Could you copy every record exactly, leaving the pictures behind?

Supplied records section start

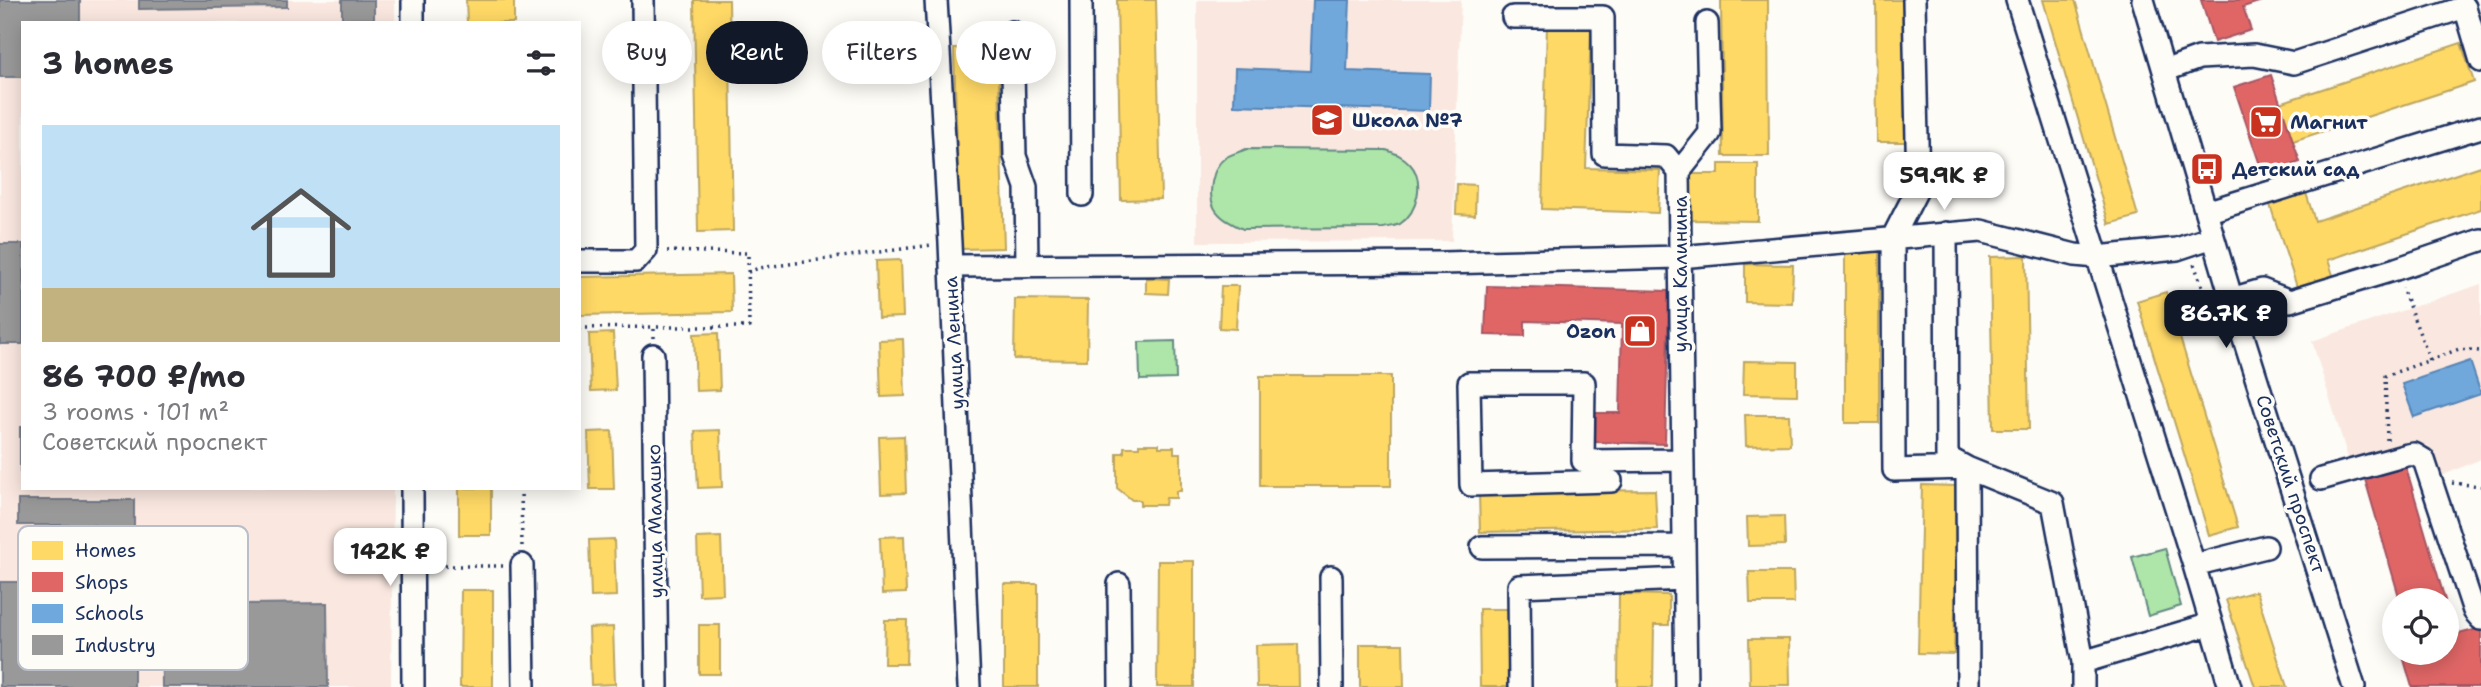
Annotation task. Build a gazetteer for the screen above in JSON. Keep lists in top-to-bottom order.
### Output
{
  "streets": {
    "street": [
      "улица Калинина",
      "улица Ленина",
      "Советский проспект",
      "улица Малашко"
    ]
  },
  "places": {
    "school or university": ["Школа №7"],
    "supermarket": ["Магнит"],
    "bus stop": ["Детский сад"],
    "shop": ["Ozon"]
  },
  "legend": [
    "Homes",
    "Shops",
    "Schools",
    "Industry"
  ],
  "page": {
    "chip": [
      "Buy",
      "Rent",
      "Filters",
      "New"
    ],
    "heading": "3 homes",
    "list": [
      {
        "name": "86 700 ₽/mo",
        "note": "3 rooms · 101 m² · Советский проспект"
      }
    ],
    "price": ["59.9K ₽", "86.7K ₽", "142K ₽"]
  }
}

Supplied records section end

_Expected answer_
Annotation task. Build a gazetteer for the screen above in JSON. Keep lists in top-to-bottom order.
### Output
{
  "streets": {
    "street": [
      "улица Калинина",
      "улица Ленина",
      "Советский проспект",
      "улица Малашко"
    ]
  },
  "places": {
    "school or university": ["Школа №7"],
    "supermarket": ["Магнит"],
    "bus stop": ["Детский сад"],
    "shop": ["Ozon"]
  },
  "legend": [
    "Homes",
    "Shops",
    "Schools",
    "Industry"
  ],
  "page": {
    "chip": [
      "Buy",
      "Rent",
      "Filters",
      "New"
    ],
    "heading": "3 homes",
    "list": [
      {
        "name": "86 700 ₽/mo",
        "note": "3 rooms · 101 m² · Советский проспект"
      }
    ],
    "price": ["59.9K ₽", "86.7K ₽", "142K ₽"]
  }
}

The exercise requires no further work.